==== Data provided ====

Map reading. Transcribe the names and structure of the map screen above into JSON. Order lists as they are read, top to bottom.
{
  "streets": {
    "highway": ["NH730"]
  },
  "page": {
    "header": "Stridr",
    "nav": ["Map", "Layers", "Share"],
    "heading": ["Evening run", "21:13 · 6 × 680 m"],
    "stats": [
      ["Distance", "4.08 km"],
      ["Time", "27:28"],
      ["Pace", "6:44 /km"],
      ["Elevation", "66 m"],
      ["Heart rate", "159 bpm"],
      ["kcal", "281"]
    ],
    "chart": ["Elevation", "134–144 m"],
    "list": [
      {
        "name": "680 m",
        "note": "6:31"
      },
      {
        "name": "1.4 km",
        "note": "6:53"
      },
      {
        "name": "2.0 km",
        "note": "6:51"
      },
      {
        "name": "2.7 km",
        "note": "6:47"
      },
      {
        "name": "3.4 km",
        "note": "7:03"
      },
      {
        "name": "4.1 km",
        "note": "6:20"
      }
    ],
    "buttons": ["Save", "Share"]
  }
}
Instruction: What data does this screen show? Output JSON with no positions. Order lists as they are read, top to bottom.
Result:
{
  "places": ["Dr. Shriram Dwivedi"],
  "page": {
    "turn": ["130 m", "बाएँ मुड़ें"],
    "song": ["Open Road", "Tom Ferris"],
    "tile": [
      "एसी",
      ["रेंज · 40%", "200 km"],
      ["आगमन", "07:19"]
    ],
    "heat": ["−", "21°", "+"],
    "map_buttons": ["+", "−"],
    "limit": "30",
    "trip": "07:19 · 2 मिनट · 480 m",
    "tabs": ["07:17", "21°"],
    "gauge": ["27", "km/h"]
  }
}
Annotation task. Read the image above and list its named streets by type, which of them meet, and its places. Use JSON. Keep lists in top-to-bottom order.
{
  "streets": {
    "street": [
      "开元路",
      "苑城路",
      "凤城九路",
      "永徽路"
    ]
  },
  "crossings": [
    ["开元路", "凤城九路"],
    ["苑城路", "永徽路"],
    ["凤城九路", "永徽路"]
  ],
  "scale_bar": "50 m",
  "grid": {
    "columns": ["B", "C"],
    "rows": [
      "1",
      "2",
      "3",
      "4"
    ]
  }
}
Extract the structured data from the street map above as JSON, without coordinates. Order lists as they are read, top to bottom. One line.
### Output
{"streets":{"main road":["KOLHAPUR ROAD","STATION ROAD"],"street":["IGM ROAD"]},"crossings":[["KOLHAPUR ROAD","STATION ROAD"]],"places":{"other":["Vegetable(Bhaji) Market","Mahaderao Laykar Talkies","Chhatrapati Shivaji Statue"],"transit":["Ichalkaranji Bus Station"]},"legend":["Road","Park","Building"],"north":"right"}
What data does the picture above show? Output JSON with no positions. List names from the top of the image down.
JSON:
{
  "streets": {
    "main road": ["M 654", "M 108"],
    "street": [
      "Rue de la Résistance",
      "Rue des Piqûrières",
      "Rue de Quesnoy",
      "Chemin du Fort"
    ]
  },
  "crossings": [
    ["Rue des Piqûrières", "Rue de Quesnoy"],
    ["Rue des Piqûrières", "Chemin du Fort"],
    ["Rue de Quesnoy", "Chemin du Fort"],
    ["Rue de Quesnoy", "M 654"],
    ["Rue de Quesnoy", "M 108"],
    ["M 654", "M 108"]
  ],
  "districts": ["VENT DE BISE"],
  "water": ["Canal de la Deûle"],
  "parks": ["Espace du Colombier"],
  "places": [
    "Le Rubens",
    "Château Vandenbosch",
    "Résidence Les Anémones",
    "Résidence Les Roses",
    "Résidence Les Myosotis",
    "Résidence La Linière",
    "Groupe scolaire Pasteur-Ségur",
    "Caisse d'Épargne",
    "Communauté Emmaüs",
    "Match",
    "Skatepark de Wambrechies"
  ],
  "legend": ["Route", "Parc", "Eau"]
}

====

■ Work to be completed
Nothing in the records should change when you repeat them all.

■ Answer for the task
Map reading. Transcribe the names and structure of the map screen above into JSON. Order lists as they are read, top to bottom.
{
  "streets": {
    "highway": ["NH730"]
  },
  "page": {
    "header": "Stridr",
    "nav": ["Map", "Layers", "Share"],
    "heading": ["Evening run", "21:13 · 6 × 680 m"],
    "stats": [
      ["Distance", "4.08 km"],
      ["Time", "27:28"],
      ["Pace", "6:44 /km"],
      ["Elevation", "66 m"],
      ["Heart rate", "159 bpm"],
      ["kcal", "281"]
    ],
    "chart": ["Elevation", "134–144 m"],
    "list": [
      {
        "name": "680 m",
        "note": "6:31"
      },
      {
        "name": "1.4 km",
        "note": "6:53"
      },
      {
        "name": "2.0 km",
        "note": "6:51"
      },
      {
        "name": "2.7 km",
        "note": "6:47"
      },
      {
        "name": "3.4 km",
        "note": "7:03"
      },
      {
        "name": "4.1 km",
        "note": "6:20"
      }
    ],
    "buttons": ["Save", "Share"]
  }
}
Instruction: What data does this screen show? Output JSON with no positions. Order lists as they are read, top to bottom.
Result:
{
  "places": ["Dr. Shriram Dwivedi"],
  "page": {
    "turn": ["130 m", "बाएँ मुड़ें"],
    "song": ["Open Road", "Tom Ferris"],
    "tile": [
      "एसी",
      ["रेंज · 40%", "200 km"],
      ["आगमन", "07:19"]
    ],
    "heat": ["−", "21°", "+"],
    "map_buttons": ["+", "−"],
    "limit": "30",
    "trip": "07:19 · 2 मिनट · 480 m",
    "tabs": ["07:17", "21°"],
    "gauge": ["27", "km/h"]
  }
}
Annotation task. Read the image above and list its named streets by type, which of them meet, and its places. Use JSON. Keep lists in top-to-bottom order.
{
  "streets": {
    "street": [
      "开元路",
      "苑城路",
      "凤城九路",
      "永徽路"
    ]
  },
  "crossings": [
    ["开元路", "凤城九路"],
    ["苑城路", "永徽路"],
    ["凤城九路", "永徽路"]
  ],
  "scale_bar": "50 m",
  "grid": {
    "columns": ["B", "C"],
    "rows": [
      "1",
      "2",
      "3",
      "4"
    ]
  }
}
Extract the structured data from the street map above as JSON, without coordinates. Order lists as they are read, top to bottom. One line.
### Output
{"streets":{"main road":["KOLHAPUR ROAD","STATION ROAD"],"street":["IGM ROAD"]},"crossings":[["KOLHAPUR ROAD","STATION ROAD"]],"places":{"other":["Vegetable(Bhaji) Market","Mahaderao Laykar Talkies","Chhatrapati Shivaji Statue"],"transit":["Ichalkaranji Bus Station"]},"legend":["Road","Park","Building"],"north":"right"}
What data does the picture above show? Output JSON with no positions. List names from the top of the image down.
JSON:
{
  "streets": {
    "main road": ["M 654", "M 108"],
    "street": [
      "Rue de la Résistance",
      "Rue des Piqûrières",
      "Rue de Quesnoy",
      "Chemin du Fort"
    ]
  },
  "crossings": [
    ["Rue des Piqûrières", "Rue de Quesnoy"],
    ["Rue des Piqûrières", "Chemin du Fort"],
    ["Rue de Quesnoy", "Chemin du Fort"],
    ["Rue de Quesnoy", "M 654"],
    ["Rue de Quesnoy", "M 108"],
    ["M 654", "M 108"]
  ],
  "districts": ["VENT DE BISE"],
  "water": ["Canal de la Deûle"],
  "parks": ["Espace du Colombier"],
  "places": [
    "Le Rubens",
    "Château Vandenbosch",
    "Résidence Les Anémones",
    "Résidence Les Roses",
    "Résidence Les Myosotis",
    "Résidence La Linière",
    "Groupe scolaire Pasteur-Ségur",
    "Caisse d'Épargne",
    "Communauté Emmaüs",
    "Match",
    "Skatepark de Wambrechies"
  ],
  "legend": ["Route", "Parc", "Eau"]
}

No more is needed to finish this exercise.